The finding could enable doctors to add isradipine to their arsenal of weapons against Parkinson's disease, where the death of dopamine-releasing nerve cells causes debilitating movement difficulties in sufferers.
Prof. James Surmeier and his team of scientists at Northwestern University, US, examined the effects of isradipine, a calcium channel blocker of the dihydropyridine class, on neurons.
They discovered that the drug restores stressed-out dopamine neurons to their vigorous younger selves, and could slow or even halt the progression of Parkinson's. Dopamine is a neurotransmitter that is critical to a person's ability to direct their movements. As neurons die and dopamine levels drop, movement becomes increasingly difficult, eventually consigning the patient to a wheelchair, unable to talk. Parkinson's is the second most common neurodegenerative disorder in the US, affecting around one million people.
"There has not been a major advance in the pharmacological management of Parkinson's disease for 30 years. Our hope is that this drug will protect dopamine neurons, so that if you began taking it early enough, you won't get Parkinson's disease, even if you were at risk," said Prof. Surmeier, who heads a Parkinson's disease research centre at Northwestern.
"It would be like taking a baby aspirin everyday to protect your heart."
Isradipine could also help those who already have the disease. In animal tests, Prof. Surmeier found that the drug protects dopamine receptors from toxins by restoring them to a state where they are less vulnerable.
Currently, Parkinson's patients take L-DOPA, which is converted in the brain to dopamine. However, the therapy becomes less effective over time and the increasing doses leads to side-effects including involuntary movements.

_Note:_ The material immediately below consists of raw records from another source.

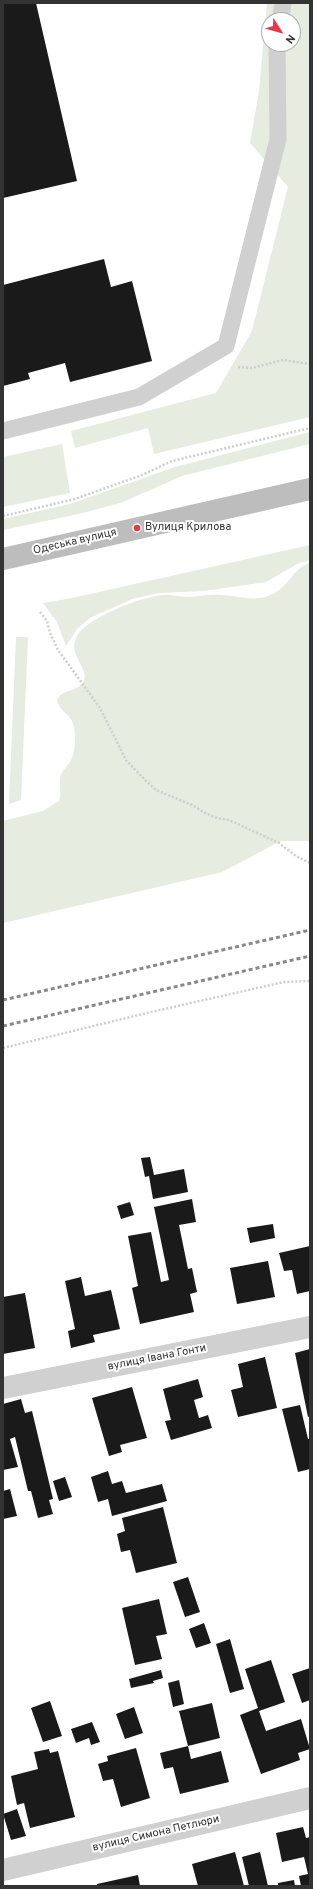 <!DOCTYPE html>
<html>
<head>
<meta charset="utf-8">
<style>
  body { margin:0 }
  #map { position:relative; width:313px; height:1889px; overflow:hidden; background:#fff; font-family:Overpass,sans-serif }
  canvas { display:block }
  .frame { position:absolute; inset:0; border:4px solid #333; pointer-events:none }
  .north { position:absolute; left:261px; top:12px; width:40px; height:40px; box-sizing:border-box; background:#fff; border:1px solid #adadad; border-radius:50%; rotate:127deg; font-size:11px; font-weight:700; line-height:16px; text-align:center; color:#333 }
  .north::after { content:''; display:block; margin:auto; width:14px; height:18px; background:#e63946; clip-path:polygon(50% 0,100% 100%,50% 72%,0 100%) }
</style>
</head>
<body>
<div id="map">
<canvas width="313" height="1889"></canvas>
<div class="frame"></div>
<div class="north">N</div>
</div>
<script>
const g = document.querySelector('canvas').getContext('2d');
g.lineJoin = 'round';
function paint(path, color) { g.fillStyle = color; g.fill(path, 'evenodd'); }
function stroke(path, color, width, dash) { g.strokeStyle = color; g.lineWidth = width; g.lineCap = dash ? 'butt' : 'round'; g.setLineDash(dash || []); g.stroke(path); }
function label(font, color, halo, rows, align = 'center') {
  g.font = font + ' Overpass,sans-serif'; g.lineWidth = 4; g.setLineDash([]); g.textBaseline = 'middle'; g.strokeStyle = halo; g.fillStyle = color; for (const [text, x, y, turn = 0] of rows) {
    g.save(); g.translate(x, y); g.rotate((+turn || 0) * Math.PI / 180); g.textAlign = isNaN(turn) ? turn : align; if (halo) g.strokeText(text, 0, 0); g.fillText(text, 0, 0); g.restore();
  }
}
const green = new Path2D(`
  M 267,3 L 310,3 L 310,417 L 154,454 L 148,428 L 75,448 L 71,431 L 216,393 L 252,331 L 288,187 L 250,143 L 259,91 ZM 269,20 L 293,20 L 293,44 L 269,44 Z
  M 310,432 L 310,444 L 182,476 L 123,502 L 83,513 L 3,530 L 3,519 L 70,504 L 175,467 Z
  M 62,444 L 70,493 L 3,507 L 3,457 Z
  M 310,545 L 310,560 L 299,563 L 266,582 L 204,591 L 159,593 L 132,599 L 90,618 L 77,629 L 66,646 L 57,622 L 43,603 L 72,598 Z
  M 310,563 L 310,841 L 281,841 L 222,872 L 3,923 L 3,821 L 43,811 L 59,801 C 62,793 59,787 60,779 C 61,771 67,767 71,760 C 76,751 76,732 73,723 C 69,713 59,711 57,700 C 62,689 77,692 83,682 C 91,668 66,655 77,636 C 88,617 141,597 163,595 C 171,594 179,597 187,597 C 198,597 209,594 220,595 C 236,595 249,601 265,597 C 290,590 291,568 310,563 Z
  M 16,637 L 28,637 L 21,800 L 9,804 Z`);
const building = new Path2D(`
  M 3,3 L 36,3 L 77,181 L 3,198 Z
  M 104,259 L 111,287 L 132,281 L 152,361 L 70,382 L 65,363 L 28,373 L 30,379 L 3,386 L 3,285 Z
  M 150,1157 L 154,1175 L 184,1169 L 188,1192 L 153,1199 L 149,1176 L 145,1177 L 141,1158 Z
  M 192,1199 L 196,1222 L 179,1225 L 188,1269 L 192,1268 L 197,1292 L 190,1294 L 194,1312 L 140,1324 L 132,1288 L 138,1286 L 128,1236 L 151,1232 L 161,1282 L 169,1280 L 154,1207 Z
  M 130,1202 L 134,1215 L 121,1219 L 117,1206 Z
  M 273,1224 L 275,1238 L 250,1243 L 247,1228 Z
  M 310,1246 L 310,1291 L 297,1294 L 292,1270 L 284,1271 L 279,1253 Z
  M 268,1261 L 275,1297 L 237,1304 L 230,1268 Z
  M 81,1277 L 85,1296 L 111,1290 L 120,1329 L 93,1335 L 95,1342 L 71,1348 L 68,1331 L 75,1329 L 65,1281 Z
  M 25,1293 L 35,1348 L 3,1354 L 3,1297 Z
  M 310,1349 L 310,1416 L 308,1417 L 295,1353 Z
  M 265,1357 L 277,1408 L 238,1417 L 231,1390 L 243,1387 L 238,1364 Z
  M 198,1379 L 203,1397 L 194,1400 L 199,1418 L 208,1415 L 212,1428 L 171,1440 L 165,1421 L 171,1420 L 163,1389 Z
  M 132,1387 L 147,1438 L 120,1445 L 122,1452 L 109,1456 L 92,1398 Z
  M 21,1399 L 25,1413 L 32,1411 L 53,1499 L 49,1500 L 53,1514 L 38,1518 L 31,1491 L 28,1491 L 15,1437 L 10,1439 L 18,1467 L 3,1470 L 3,1404 Z
  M 300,1405 L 308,1439 L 310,1439 L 310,1469 L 298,1472 L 282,1409 Z
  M 108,1471 L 112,1484 L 122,1481 L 126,1493 L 162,1484 L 167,1501 L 112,1516 L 108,1499 L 98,1502 L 91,1477 Z
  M 65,1477 L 72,1497 L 59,1501 L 53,1481 Z
  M 10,1489 L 17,1516 L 3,1519 L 3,1491 Z
  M 163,1507 L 177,1563 L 136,1573 L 130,1550 L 121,1552 L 117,1534 L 125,1531 L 122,1518 Z
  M 188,1577 L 200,1612 L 185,1617 L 173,1582 Z
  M 159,1599 L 167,1634 L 156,1636 L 162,1659 L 135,1665 L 122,1608 Z
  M 204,1623 L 211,1643 L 196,1648 L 189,1629 Z
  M 230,1639 L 244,1689 L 230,1693 L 216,1644 Z
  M 271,1660 L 285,1702 L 259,1711 L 266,1731 L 301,1719 L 310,1749 L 298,1753 L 300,1760 L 261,1774 L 240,1715 L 258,1708 L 245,1669 Z
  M 310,1668 L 310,1700 L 302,1703 L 292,1674 Z
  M 161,1670 L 163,1678 L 153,1681 L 154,1683 L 131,1688 L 129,1679 Z
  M 179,1680 L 184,1704 L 173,1707 L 168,1683 Z
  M 50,1701 L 62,1736 L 43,1742 L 31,1708 Z
  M 212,1703 L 220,1738 L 188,1746 L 191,1759 L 221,1751 L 229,1782 L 180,1794 L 173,1767 L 164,1769 L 160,1753 L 188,1746 L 179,1711 Z
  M 134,1707 L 143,1733 L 125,1739 L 116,1714 Z
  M 92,1722 L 100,1742 L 91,1745 L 89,1738 L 76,1743 L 71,1729 Z
  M 136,1748 L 150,1798 L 121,1807 L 113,1779 L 103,1781 L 98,1764 L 108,1761 L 107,1756 Z
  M 49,1749 L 50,1753 L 58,1751 L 75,1817 L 30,1828 L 24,1803 L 17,1805 L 11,1776 L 38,1769 L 34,1752 Z
  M 17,1809 L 26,1836 L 11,1840 L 3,1814 Z
  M 303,1827 L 306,1838 L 310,1837 L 310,1886 L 301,1886 L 299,1876 L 308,1874 L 304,1857 L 282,1862 L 276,1833 Z
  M 235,1852 L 244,1886 L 198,1886 L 192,1864 Z
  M 260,1852 L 268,1886 L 249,1886 L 242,1857 Z
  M 138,1875 L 140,1886 L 97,1886 L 97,1884 Z
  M 294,1880 L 295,1886 L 278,1886 L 278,1883 Z`);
const path = new Path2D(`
  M 238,367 L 252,368 L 283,360 L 310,364
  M 3,516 L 75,499 L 142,475 L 172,461 L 310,428
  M 40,612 L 47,621 L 50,633 L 58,650 L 100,708 L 126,760 L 144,779 L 156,790 L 192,805 L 205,813 L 217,818 L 229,820 L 279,843 L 296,856 L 310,863
  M 3,1048 L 151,1012 L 284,982 L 310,981`);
const lane = new Path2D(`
  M 280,20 L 283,3
  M 3,431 L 139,397 L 226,346 L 278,139 L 277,44`);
const street = new Path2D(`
  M 3,1388 L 310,1327
  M 3,1870 L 310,1798`);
const secondary = new Path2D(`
  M 3,559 L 310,489`);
const rail = new Path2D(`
  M 3,1000 L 310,930
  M 3,1026 L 310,956`);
const markers = [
  [137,528,4,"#e63946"]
];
const poiNames = [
  ["Вулиця Крилова",145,528]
];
const streetNames = [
  ["Одеська вулиця",75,542,-13],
  ["вулиця Івана Гонти",157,1358,-11],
  ["вулиця Симона Петлюри",156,1834,-13]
];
paint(green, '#e6ecdf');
paint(building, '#1a1a1a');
stroke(path, '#cdcdcd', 2.5, [2, 2]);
stroke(lane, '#d0d0d0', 17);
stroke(street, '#d0d0d0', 22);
stroke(secondary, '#bdbdbd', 22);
stroke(rail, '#888', 3, [4, 3]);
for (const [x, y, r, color] of markers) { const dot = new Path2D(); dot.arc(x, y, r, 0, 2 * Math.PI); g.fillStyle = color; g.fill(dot); stroke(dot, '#fff', 1.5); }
label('11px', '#333', '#fff', poiNames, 'left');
label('11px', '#333', '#fff', streetNames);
</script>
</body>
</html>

Prof. Surmeier hopes isradipine could double or triple the therapeutic window for L-DOPA, which he described as a "huge advance". He has been researching Parkinson's for two decades and in that time, he became increasingly frustrated at the lack of progress regarding how or why dopamine neurons die in the disease.
He decided to investigate whether the electrical activity of the neurons might provide a clue. It was already known that the cells are pacemakers - they work constantly, generating regular electric signals. However, when he looked deeper he discovered a curious phenomenon.

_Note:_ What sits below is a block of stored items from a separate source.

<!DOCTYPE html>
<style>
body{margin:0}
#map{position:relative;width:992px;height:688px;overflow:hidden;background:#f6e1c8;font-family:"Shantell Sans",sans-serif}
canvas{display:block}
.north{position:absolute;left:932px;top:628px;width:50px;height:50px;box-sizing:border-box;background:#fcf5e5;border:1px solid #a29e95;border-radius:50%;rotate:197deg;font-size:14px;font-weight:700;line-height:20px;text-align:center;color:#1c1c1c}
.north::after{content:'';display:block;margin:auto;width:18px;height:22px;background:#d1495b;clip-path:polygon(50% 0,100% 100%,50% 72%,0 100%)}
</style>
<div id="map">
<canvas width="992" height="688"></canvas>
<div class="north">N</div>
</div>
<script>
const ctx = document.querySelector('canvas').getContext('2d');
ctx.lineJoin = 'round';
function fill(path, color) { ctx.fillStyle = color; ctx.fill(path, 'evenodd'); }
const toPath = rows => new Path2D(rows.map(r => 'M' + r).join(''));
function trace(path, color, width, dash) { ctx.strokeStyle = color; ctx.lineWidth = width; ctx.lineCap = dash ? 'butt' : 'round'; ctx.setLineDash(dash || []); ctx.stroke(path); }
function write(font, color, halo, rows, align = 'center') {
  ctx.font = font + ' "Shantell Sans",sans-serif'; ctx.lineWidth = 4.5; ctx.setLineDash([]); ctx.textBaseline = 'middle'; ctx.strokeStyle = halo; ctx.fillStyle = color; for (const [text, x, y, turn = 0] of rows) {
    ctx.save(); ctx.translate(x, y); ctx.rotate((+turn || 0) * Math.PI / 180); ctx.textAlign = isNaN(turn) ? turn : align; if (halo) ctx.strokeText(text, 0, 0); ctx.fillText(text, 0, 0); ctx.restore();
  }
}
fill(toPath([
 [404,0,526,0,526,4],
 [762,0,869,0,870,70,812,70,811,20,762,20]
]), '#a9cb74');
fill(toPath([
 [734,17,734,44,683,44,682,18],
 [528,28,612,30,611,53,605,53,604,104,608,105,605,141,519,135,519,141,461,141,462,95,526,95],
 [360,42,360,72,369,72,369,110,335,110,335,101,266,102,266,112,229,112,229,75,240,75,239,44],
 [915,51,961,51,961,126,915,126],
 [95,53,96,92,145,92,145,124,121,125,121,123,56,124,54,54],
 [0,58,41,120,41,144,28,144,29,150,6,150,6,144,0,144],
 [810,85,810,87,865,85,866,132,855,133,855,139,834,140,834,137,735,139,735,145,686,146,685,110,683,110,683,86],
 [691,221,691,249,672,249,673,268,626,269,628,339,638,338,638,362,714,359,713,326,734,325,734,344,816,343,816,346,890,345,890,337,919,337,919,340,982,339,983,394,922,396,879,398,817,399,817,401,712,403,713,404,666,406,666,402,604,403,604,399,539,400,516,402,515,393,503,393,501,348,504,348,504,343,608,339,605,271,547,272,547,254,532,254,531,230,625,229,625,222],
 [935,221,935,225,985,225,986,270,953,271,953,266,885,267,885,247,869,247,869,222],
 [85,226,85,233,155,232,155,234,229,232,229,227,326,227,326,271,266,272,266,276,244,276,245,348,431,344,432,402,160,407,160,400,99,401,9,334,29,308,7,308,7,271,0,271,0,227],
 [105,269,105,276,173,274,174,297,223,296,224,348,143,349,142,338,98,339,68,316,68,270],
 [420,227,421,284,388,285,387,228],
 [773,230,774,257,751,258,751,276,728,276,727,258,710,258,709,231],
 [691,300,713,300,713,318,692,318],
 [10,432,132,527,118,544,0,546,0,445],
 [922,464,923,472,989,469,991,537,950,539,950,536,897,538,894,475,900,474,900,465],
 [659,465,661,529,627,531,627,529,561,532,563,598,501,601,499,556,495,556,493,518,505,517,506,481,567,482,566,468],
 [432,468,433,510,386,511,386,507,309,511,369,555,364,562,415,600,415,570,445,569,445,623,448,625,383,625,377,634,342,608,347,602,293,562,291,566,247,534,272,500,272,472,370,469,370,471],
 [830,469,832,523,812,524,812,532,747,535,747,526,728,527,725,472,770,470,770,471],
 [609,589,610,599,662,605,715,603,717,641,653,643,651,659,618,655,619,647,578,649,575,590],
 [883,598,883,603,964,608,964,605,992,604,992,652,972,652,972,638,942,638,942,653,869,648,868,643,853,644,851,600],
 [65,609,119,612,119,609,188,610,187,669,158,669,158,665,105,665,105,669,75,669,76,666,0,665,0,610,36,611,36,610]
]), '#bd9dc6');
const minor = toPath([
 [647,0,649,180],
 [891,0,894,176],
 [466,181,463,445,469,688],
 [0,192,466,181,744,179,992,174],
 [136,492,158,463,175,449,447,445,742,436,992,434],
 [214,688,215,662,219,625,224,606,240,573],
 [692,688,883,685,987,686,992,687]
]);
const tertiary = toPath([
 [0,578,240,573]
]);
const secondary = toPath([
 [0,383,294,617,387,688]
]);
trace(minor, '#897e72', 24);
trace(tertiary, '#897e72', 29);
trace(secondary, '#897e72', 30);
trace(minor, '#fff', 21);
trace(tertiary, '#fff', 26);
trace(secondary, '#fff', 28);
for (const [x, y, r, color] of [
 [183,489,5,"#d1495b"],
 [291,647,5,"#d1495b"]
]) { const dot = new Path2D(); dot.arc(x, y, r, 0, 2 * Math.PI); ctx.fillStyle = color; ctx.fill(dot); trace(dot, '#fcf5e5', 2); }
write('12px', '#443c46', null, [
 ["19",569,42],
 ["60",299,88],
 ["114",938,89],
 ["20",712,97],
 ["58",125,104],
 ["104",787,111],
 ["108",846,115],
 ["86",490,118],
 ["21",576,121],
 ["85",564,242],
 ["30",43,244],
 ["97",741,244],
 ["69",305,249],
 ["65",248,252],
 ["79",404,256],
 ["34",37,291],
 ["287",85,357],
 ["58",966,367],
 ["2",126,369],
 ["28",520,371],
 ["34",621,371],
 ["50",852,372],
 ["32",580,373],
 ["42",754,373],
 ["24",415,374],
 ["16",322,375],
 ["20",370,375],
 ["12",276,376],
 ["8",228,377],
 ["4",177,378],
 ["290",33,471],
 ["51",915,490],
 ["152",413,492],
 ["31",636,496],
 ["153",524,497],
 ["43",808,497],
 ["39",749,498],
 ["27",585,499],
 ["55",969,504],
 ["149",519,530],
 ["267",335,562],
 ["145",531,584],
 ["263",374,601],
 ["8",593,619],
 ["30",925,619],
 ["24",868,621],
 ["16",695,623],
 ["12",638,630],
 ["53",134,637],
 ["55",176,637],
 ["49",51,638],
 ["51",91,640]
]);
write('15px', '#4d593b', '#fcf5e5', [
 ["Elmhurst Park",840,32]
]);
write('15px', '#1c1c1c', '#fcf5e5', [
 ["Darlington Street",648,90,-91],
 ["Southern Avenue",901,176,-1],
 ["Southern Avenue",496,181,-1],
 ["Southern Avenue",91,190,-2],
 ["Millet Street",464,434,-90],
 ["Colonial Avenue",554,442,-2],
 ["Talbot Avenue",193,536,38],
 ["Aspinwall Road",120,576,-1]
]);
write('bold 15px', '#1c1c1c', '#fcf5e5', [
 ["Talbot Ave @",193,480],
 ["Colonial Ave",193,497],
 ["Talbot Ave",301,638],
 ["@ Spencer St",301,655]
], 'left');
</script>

Most pacemaker cells use sodium channels to work, but dopamine neurons use calcium channels.
"The reliance upon calcium was a red flag to us," Prof. Surmeier said. The calcium ions need to be chaperoned by the cell to prevent them "causing trouble", as he put it. The cell has to sequester them or keep pumping them out, which takes a lot of energy.

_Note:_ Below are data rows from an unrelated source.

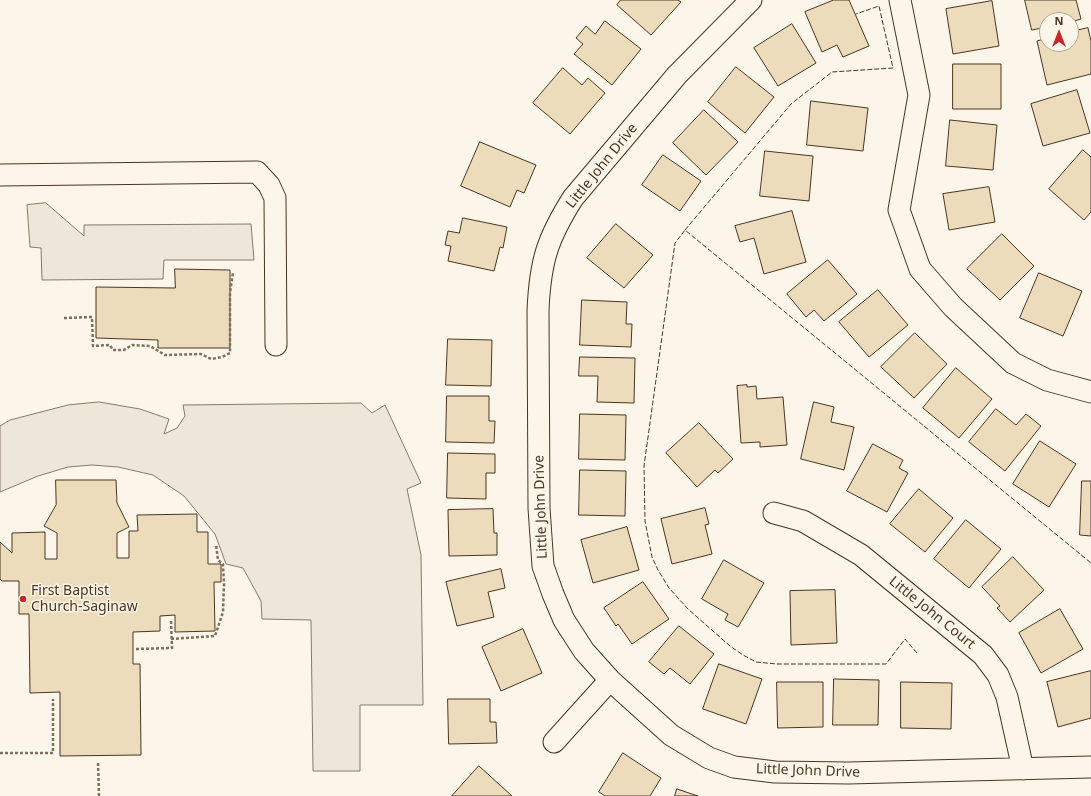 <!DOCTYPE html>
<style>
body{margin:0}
#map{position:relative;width:1091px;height:796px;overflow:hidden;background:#fbf6e9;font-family:"Noto Sans",sans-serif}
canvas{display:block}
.north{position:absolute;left:1039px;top:12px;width:40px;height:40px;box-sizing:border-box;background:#fbf6e9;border:1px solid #b4a999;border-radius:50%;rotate:0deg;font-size:11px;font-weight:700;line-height:16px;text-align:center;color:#4a3520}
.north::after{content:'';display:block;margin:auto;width:14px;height:18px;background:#c62828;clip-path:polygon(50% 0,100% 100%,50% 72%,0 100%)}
</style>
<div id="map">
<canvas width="1091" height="796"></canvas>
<div class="north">N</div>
</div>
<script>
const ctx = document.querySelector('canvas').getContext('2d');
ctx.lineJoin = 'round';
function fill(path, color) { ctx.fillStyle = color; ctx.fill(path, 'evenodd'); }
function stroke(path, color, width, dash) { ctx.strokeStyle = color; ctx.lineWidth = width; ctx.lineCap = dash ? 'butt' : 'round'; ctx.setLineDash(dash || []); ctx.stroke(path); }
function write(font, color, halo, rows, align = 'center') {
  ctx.font = font + ' "Noto Sans",sans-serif'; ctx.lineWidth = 3; ctx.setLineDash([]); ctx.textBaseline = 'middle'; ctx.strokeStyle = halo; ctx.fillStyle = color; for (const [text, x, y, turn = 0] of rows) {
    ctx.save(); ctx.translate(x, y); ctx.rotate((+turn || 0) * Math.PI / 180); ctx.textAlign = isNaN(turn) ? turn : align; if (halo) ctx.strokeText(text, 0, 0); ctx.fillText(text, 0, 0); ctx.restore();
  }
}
const parking = new Path2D(`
 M46,203L84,236V225L251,224L254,260H164L163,279L42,280L41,248L30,247L27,205Z
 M99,402L140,409L169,419L164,434L177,428L185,416L183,405L361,403L372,413L385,405L421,483L407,489L421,555L423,705H360V771H313L311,620L262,619L261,601L243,568L226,564L215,534L184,496L153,475L118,467L92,465L68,467L38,476L0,492V426L10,420L68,405Z`);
const building = new Path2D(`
 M621,0H678L681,2L651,35L617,5Z
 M834,0H849L869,46L843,57L837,45L822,52L805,12Z
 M1025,0H1076L1081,19L1071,22V20H1047V27L1032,30Z
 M992,1L999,46L953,54L946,9Z
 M605,21L641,49L612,85L574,54L583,44L576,38L586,26L595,34Z
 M792,24L816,63L778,86L754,48Z
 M1088,28L1091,41V74L1047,85L1037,41L1047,38V44H1071V32Z
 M953,64H1001V109H953Z
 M736,67L774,97L745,133L708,102Z
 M563,68L582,85L588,78L605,93L570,134L533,103Z
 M1077,90L1090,133L1043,146L1031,104Z
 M811,101L868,108L863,151L807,145Z
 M704,110L738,142L706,175L673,143Z
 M950,120L997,125L993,170L946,166Z
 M480,142L536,165L524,193L517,190L510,207L461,186Z
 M1083,150L1091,157V212L1084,220L1049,189Z
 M765,151L813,156L809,201L760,196Z
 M663,155L701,181L680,211L642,185Z
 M989,187L995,222L949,230L943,194Z
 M792,211L806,262L764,274L754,238L740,242L735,226Z
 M463,218L507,227L503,248L500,247L494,271L448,261L451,246L445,245L448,231L459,233Z
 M616,224L653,255L624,288L587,258Z
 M1002,234L1034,266L1000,300L967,269Z
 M828,260L857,294L824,321L814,310L806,317L787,294Z
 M175,269L230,270V348H158V340L96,338V287L175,288Z
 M1039,273L1082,291L1063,336L1020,318Z
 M878,290L908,325L869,357L839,322Z
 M582,300L627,302L626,324H632L631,347L580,345Z
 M915,333L947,364L914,398L881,367Z
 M448,339L492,340L491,386L446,385Z
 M580,357L635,358L634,403L597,402L598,376H579Z
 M956,368L992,399L959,438L923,408Z
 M747,385V387L756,386L757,399L783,397L787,445L760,447V442L741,443L737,386Z
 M447,396H489V421H495L494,443L446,442Z
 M814,402L834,407L831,422L854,427L844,470L801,459Z
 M996,409L1016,425L1026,414L1041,426L1005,471L969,442Z
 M580,414L626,415L625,460L579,459Z
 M699,423L733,459L718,473L715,470L697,487L666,453Z
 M1040,441L1076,464L1049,507L1013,484Z
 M873,444L903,460L899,468L908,473L887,512L847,491Z
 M448,453L495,454V473H486V499L447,498Z
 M580,470L626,471L625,516L579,515Z
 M56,480H116L117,503L129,527L117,533V558H129V531H138L137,515L197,514V532H208V564H221V582H214L215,631L175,632V615L160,616V631L133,632V664H140L141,755L60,756V692L30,693L29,614H19V581H2L0,579V542L12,553V533L45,532V559H57V533L44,526L56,505Z
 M1082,481H1091V536L1080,535Z
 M919,489L953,518L925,552L890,524Z
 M705,508L709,524L705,525L712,554L672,564L661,519Z
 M493,509L494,533H497V555L449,556L448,510Z
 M966,520L1001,549L969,588L934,559Z
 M627,527L639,570L593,583L581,540Z
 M1013,557L1044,590L1010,622L997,608L1000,606L982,587Z
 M724,560L764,583L738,627L725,620L728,614L702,599Z
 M501,569L505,588L488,592L494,617L457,626L446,582Z
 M643,582L669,619L632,644L618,624L616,626L604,608Z
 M835,590L837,643L791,645L790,591Z
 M1060,609L1083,649L1041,673L1019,633Z
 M679,626L714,654L690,684L670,668L664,674L649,662Z
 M523,629L542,673L501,691L482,647Z
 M719,664L762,679L746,724L703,709Z
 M1091,671V718L1058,727L1047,682Z
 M834,679L879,680L878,725H833Z
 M777,682H823V727L778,728Z
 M901,682L952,683L951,729L901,728Z
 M448,699H490V722H496L497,743L449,744Z
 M623,753L661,778L650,796H605L599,792Z
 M479,766L512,796H452Z
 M677,789L698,796H675Z`);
const path = new Path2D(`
 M64,318L92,317L93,346L110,345L113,350H124L132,345L150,346L165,355L201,354L211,359L222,357L230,353V293L233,272
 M171,639L215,636L223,612L224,584L223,564L218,560L216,544
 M136,649L172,648L171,620
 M0,753H53V699
 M98,763L99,796`);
const minor = new Path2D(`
 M751,0L677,75L573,198C547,239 540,262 538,311L539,508L543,566L553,594L564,620L584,651L610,680L671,735L709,758L734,767L775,772L848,773L1091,767
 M900,0L919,95L899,210L920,269L953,307L1013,363L1047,380L1091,392
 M0,175L257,172L269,185L275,198L276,345
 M774,513L803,521L861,555L983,655L998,675L1007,697L1023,769
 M554,742L610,680`);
const fence = new Path2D(`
 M685,230L791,104L832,72L893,68L879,6L856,14
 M917,653L905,639L886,664H777L756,662L743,655L730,646L688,609L669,588L658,570L652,557L645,521L644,466L675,243L685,230L1091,563`);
const markers = [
 [23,599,4,"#c62828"]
];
const streetNames = [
 ["Little John Drive",602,166,-51],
 ["Little John Drive",541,507,-92],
 ["Little John Court",932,613,39],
 ["Little John Drive",808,771,2]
];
const poiNames = [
 ["First Baptist",31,591],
 ["Church-Saginaw",31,607]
];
fill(parking, '#ede7d9');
stroke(parking, '#887966', 1);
fill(building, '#ecdcbc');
stroke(building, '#4a3520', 1);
stroke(minor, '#4a3520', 23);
stroke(path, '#7f6f5c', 2.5, [3, 2]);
stroke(minor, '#fbf6e9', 21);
stroke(fence, '#4a3520', 1, [5, 2]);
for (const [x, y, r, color] of markers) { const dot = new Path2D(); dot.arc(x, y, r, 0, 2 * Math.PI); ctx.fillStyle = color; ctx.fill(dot); stroke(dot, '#fbf6e9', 1.5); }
write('14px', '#4a3520', '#fbf6e9', streetNames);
write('14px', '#4a3520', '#fbf6e9', poiNames, 'left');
</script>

"It's a little like having a room full of two year olds you have to watch like a hawk so they don't get into trouble," Prof. Surmeier said. "That's really going to stress you."
He thought that non-stop stress on the neurons might explain by they become vulnerable to toxins and die more rapidly as we age. But, like so often ion science, it was a serendipitous discovery that led him to a possible therapy.
While working on a different problem, Prof. Surmeier discovered neurons do, in fact, use sodium - but only when they young. As the cells age, they stop producing sodium and become increasingly reliant on calcium to function.
By using a drug that blocks calcium's route into cells, Prof. Surmeier discovered a way to force the neurons to start using sodium again.
When he gave the mice isradipine, the dopamine neurons at first became silent. Then, within a few hours, they began using sodium again.
"This lowers the cells' stress level and makes them much more resistant to any other insult that's going to come along down the road. They start acting like they're youngsters again," concluded Prof. Surmeier.
Next, the scientists hope to test their theory in human clinical studies.
"This animal study [now published in Nature] suggests that calcium channel blockers, drugs currently used to reduce blood pressure, might someday be used to slow the steady progression of Parkinson's disease," said Dr Walter Koroshetz, deputy director of the National Institute of Neurological Disorders and Stroke (NINDS).